_PROBLEM DESCRIPTION_.
Reproduce all the data verbatim.
----- DATA TO USE -----
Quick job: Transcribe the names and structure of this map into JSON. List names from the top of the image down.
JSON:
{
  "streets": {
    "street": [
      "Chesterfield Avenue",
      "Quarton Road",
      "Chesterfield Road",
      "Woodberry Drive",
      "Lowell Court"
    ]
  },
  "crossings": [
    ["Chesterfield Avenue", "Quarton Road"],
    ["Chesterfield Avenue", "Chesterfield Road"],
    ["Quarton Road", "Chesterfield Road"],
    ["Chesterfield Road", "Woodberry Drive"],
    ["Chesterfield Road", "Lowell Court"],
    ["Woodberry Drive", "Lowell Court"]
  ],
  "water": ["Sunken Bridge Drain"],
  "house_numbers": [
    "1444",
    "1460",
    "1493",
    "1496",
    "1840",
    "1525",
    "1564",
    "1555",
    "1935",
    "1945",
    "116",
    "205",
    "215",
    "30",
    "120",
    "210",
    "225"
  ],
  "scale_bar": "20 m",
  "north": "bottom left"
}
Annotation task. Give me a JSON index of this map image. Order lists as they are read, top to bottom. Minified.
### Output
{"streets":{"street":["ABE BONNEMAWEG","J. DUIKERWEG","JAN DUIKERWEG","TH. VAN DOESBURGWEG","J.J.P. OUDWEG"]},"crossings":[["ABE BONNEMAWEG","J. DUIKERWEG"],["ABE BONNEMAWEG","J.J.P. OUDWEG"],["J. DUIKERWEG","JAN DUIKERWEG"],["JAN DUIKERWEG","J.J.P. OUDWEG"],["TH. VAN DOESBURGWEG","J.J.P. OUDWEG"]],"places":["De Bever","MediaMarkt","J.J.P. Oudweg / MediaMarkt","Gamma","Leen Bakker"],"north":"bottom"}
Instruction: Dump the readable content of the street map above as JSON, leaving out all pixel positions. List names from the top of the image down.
-----
_ANSWER SPACE_.
Quick job: Transcribe the names and structure of this map into JSON. List names from the top of the image down.
JSON:
{
  "streets": {
    "street": [
      "Chesterfield Avenue",
      "Quarton Road",
      "Chesterfield Road",
      "Woodberry Drive",
      "Lowell Court"
    ]
  },
  "crossings": [
    ["Chesterfield Avenue", "Quarton Road"],
    ["Chesterfield Avenue", "Chesterfield Road"],
    ["Quarton Road", "Chesterfield Road"],
    ["Chesterfield Road", "Woodberry Drive"],
    ["Chesterfield Road", "Lowell Court"],
    ["Woodberry Drive", "Lowell Court"]
  ],
  "water": ["Sunken Bridge Drain"],
  "house_numbers": [
    "1444",
    "1460",
    "1493",
    "1496",
    "1840",
    "1525",
    "1564",
    "1555",
    "1935",
    "1945",
    "116",
    "205",
    "215",
    "30",
    "120",
    "210",
    "225"
  ],
  "scale_bar": "20 m",
  "north": "bottom left"
}
Annotation task. Give me a JSON index of this map image. Order lists as they are read, top to bottom. Minified.
### Output
{"streets":{"street":["ABE BONNEMAWEG","J. DUIKERWEG","JAN DUIKERWEG","TH. VAN DOESBURGWEG","J.J.P. OUDWEG"]},"crossings":[["ABE BONNEMAWEG","J. DUIKERWEG"],["ABE BONNEMAWEG","J.J.P. OUDWEG"],["J. DUIKERWEG","JAN DUIKERWEG"],["JAN DUIKERWEG","J.J.P. OUDWEG"],["TH. VAN DOESBURGWEG","J.J.P. OUDWEG"]],"places":["De Bever","MediaMarkt","J.J.P. Oudweg / MediaMarkt","Gamma","Leen Bakker"],"north":"bottom"}
Instruction: Dump the readable content of the street map above as JSON, leaving out all pixel positions. List names from the top of the image down.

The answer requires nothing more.